UNITED STATES DISTRICT COURT FOR THE WESTERN DISTRICT OF TENNESSEE WESTERN DIVISION
Aug 19, 2020
Case No. 2:17-cv-02120-JPM-jay (W.D. Tenn. Aug. 19, 2020)

Opinion

Case No. 2:17-cv-02120-JPM-jay

08-19-2020

ACLU OF TENNESSEE, INC., Intervening Plaintiff, v. THE CITY OF MEMPHIS, Defendant.


ORDER ON THE CITY'S NONCOMPLIANCE WITH SANCTION FIVE OF THE OCTOBER 29, 2018 ORDER MEMORIALIZING SANCTIONS, AND ORDER DENYING CITY'S MOTION TO SEAL

This cause was before the Court on May 14, 2020 for a Video Hearing regarding the City of Memphis's asserted noncompliance with Sanction 5 of the Court's October 26, 2018 Order and Opinion (ECF No. 151) and October 29, 2018 Order Memorializing Sanctions (ECF No. 152). The Hearing was held after the Independent Monitor informed the Court that the City has not complied with Sanction 5. (See ECF No. 364.) Before the Hearing, the City filed a Motion to Seal the documents submitted by the Monitor that detail the City's noncompliance with Sanction 5. (ECF No. 296.)

Present were counsel for the ACLU-TN and the City. Also present were the Independent Monitor and members of the Monitoring Team, as well as counsel for the Memphis Police Department ("MPD") and the City. The Court heard testimony from Major Darren Goods, Operations Commander for the Memphis Police Department's Multi-Agency Gang Unit ("MGU").

For the reasons set forth below, the Court finds that the City has not complied with Sanction 5. The Court also DENIES the City's Motion to Seal but will allow the City to refile its Motion within fourteen (14) days of the entry of this Order.

I. The Court's Findings

Upon review of the Parties' briefing, the testimony of Major Goods, and the arguments presented by the City, the Monitor and the ACLU-TN at the Hearing, the Court finds that the City has not complied with Sanction 5. (See ECF No. 152.) Sanction 5 requires the City to "maintain a list of all search terms entered into social media collators or otherwise used by MPD officers collecting information on social media while on duty." (Id. at PageID 6289.) The Sanction is not limited to the MPD's use of social media collators, nor is it limited to a specific group, agency or department of the MPD. By failing to provide the search terms used by officers of the MGU, Organized Crime Unit ("OCU"), and Internet Crimes Against Children division, the City did not comply with the plain terms of Sanction 5.

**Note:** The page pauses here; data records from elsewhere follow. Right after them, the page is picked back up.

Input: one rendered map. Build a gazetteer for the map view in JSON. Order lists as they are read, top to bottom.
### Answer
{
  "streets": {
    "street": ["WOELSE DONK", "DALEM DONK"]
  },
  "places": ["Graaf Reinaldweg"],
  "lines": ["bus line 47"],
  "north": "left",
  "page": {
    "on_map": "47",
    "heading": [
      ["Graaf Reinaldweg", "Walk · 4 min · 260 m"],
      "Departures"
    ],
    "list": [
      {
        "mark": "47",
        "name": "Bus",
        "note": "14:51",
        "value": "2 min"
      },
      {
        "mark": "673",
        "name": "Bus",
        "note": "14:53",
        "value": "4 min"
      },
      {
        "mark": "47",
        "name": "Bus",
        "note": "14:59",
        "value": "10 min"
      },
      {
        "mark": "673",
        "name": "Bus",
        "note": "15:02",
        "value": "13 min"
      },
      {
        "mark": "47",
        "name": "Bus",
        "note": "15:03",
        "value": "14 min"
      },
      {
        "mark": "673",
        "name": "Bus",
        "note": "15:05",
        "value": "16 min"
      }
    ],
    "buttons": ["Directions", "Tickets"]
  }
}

The testimony of Major Goods demonstrates the importance of disclosing the social media search terms used by the MGU. Major Goods testified that the MGU makes significant use of social media in the course of investigating gang activity. (See Tr. of May 14, 2020 Hr'g, ECF No. 318 at PageID 9345:2-25, 9346:1-10.) Major Goods testified that MGU officers assist other agencies and other MPD divisions, especially when there is a "gang nexus" to the investigation. (Id. at PageID 9348:2-21, 9354:5-8.) The MGU "receive[s] and provide[s] search terms to other agencies" and MPD departments, and MGU officers use undercover social media accounts to conduct their investigations, many of which are under the names of the undercover officers' personas. (Id. at PageID 9353:2-12, 9355:4-25, 9356:1-6.) These search terms are in some instances saved and preserved for later use in the investigation or for subsequent criminal prosecutions. (Id. at PageID 9354:5-8.)

The social media search terms used both by undercover and uniformed MGU officers must be disclosed to the Court under Sanction 5, regardless of the sensitivity of the information. The City shall supplement their filings to provide all undisclosed search terms used by officers of the MGU, OCU, Crimes Against Children division, or any other MPD department or division whose social media search terms have not been previously disclosed.

II. The City's Arguments

The City's arguments against disclosure of the social media search terms used by the MGU and other MPD divisions are not persuasive. The Court will address each of the City's arguments in turn.

The City asserts several arguments in support of its position in a letter responding to the Independent Monitor's inquiry regarding the City's compliance with Sanction 5, dated February 14, 2020 (ECF No. 364), in the City's Pre-Hearing Brief, filed on March 13, 2020 (ECF No. 297), and its Post-Hearing Brief, filed on March 21, 2020. (ECF No. 321.)

A. The failure of the Monitor and the ACLU-TN to object to the undisclosed search terms does not justify the City's noncompliance.

The City's first argument, which it advanced at the Hearing, is that it could not have known it was not complying with Sanction 5 because neither the Court, nor the Independent Monitor, nor the ACLU-TN objected to the non-disclosure of these terms in the lists of search terms submitted to the Court dating back to January 2019. (See, e.g., Tr., ECF No. 318 at PageID 9336:24-25, 9337:1-2, 10-14.) This argument is not persuasive. The Monitor and the ACLU-TN were unable to object to the non-disclosure of search terms because they were not made aware of the existence of such terms. The Monitor and the ACLU-TN therefore were unable to object to the absence of this information and thus the City's potential violation of Sanction 5 at the time the City filed its list of search terms with the Court.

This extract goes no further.